WHAT YOU NEED TO DO => Select from the data all lines with the word "serif".
* * * * * * *
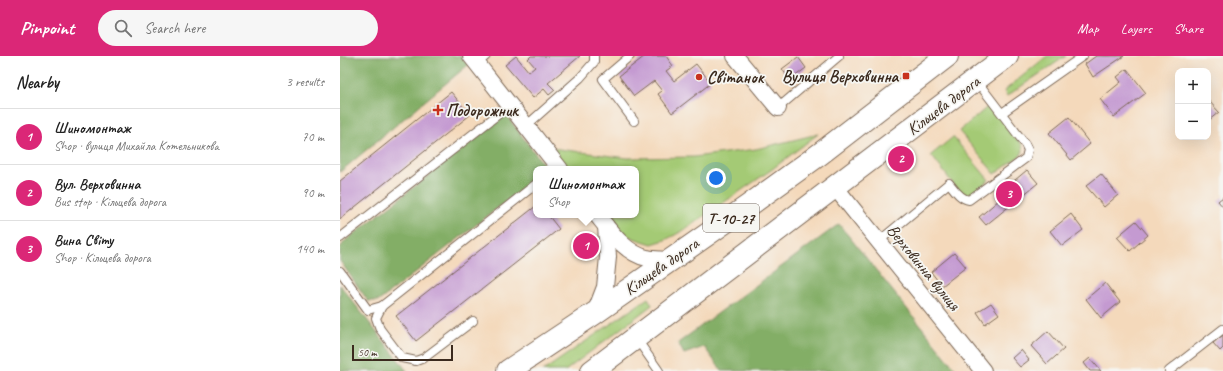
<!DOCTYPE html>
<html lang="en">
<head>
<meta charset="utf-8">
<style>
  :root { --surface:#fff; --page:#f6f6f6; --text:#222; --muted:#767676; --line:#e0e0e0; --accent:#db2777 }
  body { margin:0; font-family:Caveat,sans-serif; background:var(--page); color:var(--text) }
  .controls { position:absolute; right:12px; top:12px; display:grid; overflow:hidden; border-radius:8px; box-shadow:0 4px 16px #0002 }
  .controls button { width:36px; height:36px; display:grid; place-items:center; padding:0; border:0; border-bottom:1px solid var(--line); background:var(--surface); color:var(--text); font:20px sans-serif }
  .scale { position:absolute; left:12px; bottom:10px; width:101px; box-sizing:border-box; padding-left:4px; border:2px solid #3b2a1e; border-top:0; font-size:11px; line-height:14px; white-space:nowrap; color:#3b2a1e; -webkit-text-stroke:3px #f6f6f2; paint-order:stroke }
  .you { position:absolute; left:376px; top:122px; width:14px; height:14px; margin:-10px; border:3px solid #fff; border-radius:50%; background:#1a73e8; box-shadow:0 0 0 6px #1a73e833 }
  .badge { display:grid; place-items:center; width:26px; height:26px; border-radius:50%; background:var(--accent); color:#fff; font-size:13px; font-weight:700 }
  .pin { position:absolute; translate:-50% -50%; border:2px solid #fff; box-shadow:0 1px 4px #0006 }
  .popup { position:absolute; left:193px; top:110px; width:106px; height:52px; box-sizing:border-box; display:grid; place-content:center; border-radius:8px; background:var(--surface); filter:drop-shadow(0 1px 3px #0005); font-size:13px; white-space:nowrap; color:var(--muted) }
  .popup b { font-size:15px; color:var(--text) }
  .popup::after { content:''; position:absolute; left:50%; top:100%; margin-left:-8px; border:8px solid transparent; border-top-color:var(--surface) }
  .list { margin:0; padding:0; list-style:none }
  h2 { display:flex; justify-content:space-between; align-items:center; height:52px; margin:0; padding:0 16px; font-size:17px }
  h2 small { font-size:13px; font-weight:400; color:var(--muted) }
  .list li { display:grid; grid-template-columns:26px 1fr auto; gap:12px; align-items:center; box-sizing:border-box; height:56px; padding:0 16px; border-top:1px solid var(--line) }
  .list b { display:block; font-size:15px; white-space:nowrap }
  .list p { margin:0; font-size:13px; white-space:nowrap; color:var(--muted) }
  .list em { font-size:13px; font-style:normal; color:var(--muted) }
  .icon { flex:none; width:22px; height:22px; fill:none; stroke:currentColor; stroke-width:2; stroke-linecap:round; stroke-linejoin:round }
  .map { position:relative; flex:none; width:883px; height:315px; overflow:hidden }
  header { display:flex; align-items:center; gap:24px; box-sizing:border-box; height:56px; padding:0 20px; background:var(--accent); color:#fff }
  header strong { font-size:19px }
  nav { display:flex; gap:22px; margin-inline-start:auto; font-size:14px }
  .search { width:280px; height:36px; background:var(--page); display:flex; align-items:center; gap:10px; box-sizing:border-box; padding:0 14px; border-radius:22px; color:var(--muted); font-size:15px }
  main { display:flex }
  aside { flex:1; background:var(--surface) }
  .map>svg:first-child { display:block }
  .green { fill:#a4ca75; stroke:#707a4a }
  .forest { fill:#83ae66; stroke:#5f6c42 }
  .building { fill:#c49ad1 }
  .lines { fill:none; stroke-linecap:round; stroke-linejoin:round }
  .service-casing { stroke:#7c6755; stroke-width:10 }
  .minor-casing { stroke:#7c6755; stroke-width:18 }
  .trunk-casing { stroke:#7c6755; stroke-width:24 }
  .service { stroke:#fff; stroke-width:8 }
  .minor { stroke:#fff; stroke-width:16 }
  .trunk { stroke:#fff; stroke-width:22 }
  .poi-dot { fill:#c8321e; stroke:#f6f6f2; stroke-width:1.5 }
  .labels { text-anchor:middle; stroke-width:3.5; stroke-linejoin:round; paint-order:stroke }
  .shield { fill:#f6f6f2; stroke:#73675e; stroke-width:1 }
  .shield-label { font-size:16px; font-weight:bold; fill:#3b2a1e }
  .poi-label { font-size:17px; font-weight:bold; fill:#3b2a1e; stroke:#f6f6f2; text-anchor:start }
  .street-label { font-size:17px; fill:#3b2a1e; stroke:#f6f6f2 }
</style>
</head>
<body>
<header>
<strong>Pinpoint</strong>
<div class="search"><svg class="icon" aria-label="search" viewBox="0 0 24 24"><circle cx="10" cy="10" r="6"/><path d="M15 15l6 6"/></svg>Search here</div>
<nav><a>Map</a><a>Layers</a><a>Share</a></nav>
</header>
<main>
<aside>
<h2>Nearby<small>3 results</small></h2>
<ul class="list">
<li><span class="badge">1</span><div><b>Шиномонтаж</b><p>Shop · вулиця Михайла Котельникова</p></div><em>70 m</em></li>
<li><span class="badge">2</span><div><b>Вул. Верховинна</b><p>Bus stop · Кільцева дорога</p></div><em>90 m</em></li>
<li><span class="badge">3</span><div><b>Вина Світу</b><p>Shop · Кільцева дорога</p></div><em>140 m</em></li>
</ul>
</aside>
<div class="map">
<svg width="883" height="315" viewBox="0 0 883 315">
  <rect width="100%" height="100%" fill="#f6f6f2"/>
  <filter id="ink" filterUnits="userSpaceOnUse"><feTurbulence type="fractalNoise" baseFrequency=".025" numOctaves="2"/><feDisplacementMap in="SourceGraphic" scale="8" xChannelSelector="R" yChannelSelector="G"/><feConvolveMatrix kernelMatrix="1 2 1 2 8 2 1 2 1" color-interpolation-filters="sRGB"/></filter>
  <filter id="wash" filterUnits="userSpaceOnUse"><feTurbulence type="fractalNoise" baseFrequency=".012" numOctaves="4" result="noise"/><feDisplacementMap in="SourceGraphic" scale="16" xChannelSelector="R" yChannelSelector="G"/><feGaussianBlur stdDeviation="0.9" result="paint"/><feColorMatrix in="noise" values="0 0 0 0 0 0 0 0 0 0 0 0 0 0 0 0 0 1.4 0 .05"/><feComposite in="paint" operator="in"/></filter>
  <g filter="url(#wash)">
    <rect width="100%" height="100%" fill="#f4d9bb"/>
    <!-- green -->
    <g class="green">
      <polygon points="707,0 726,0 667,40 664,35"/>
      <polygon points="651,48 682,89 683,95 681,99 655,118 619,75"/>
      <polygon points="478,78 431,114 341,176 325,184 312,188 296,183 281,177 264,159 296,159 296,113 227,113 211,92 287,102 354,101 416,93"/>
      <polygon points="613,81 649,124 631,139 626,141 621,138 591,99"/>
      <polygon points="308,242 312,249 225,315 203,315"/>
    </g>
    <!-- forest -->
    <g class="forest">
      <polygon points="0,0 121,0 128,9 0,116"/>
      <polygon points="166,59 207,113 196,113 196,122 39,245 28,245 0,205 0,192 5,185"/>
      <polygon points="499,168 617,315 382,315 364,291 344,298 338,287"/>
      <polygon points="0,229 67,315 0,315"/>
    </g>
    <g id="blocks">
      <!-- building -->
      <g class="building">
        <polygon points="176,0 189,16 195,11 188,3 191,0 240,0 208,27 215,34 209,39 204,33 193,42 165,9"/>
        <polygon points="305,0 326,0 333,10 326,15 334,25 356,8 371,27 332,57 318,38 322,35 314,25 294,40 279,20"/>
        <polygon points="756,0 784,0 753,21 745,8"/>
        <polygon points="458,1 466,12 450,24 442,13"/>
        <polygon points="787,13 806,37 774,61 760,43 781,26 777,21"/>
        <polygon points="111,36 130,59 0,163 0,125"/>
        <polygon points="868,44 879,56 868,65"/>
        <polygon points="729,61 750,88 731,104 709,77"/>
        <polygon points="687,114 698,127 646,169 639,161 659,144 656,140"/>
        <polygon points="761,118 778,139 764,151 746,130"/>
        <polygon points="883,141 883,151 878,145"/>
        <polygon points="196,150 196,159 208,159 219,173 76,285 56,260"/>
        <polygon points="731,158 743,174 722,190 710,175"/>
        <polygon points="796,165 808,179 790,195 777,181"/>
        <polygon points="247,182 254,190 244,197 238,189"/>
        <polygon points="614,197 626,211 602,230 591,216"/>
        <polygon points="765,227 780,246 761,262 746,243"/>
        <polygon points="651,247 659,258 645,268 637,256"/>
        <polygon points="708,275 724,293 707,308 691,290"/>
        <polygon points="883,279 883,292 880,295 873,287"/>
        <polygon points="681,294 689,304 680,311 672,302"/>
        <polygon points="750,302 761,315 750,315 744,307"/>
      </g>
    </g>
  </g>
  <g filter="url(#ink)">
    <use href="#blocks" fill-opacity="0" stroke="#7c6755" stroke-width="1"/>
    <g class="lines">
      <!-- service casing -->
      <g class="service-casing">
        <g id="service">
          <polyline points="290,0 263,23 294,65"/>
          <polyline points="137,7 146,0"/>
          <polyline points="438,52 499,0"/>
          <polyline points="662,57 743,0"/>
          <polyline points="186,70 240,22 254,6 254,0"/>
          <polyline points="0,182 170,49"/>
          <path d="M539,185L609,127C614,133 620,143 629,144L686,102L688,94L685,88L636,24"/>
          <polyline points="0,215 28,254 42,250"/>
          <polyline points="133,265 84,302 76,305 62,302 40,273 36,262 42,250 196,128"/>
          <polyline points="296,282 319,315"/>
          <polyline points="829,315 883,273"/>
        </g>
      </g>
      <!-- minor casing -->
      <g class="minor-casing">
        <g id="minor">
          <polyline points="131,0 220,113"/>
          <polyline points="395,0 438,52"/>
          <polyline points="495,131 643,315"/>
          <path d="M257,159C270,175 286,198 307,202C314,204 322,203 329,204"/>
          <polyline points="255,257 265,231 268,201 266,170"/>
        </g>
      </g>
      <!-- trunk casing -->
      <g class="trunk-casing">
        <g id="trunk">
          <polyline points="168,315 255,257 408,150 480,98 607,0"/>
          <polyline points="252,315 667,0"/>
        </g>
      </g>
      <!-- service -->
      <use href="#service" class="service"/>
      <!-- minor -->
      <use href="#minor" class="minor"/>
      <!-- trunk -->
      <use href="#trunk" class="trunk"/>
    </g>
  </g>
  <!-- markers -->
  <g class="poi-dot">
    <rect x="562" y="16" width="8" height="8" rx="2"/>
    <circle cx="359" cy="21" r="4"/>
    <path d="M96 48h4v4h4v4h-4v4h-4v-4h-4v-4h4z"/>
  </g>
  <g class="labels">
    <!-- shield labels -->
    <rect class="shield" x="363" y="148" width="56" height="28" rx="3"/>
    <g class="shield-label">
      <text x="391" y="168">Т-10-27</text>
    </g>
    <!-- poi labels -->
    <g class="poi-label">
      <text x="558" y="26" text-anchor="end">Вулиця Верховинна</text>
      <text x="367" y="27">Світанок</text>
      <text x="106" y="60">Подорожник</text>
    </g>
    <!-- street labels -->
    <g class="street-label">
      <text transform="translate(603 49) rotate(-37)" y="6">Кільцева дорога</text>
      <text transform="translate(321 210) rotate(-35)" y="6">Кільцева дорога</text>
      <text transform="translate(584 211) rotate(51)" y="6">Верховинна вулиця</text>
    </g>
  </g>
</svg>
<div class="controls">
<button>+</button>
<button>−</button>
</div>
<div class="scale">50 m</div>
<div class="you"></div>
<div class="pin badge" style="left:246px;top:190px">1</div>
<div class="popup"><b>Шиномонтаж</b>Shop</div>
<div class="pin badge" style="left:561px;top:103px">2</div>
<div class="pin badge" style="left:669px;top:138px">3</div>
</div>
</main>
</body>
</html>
* * * * * * *
RESULT BELOW =>
  body { margin:0; font-family:Caveat,sans-serif; background:var(--page); color:var(--text) }
  .controls button { width:36px; height:36px; display:grid; place-items:center; padding:0; border:0; border-bottom:1px solid var(--line); background:var(--surface); color:var(--text); font:20px sans-serif }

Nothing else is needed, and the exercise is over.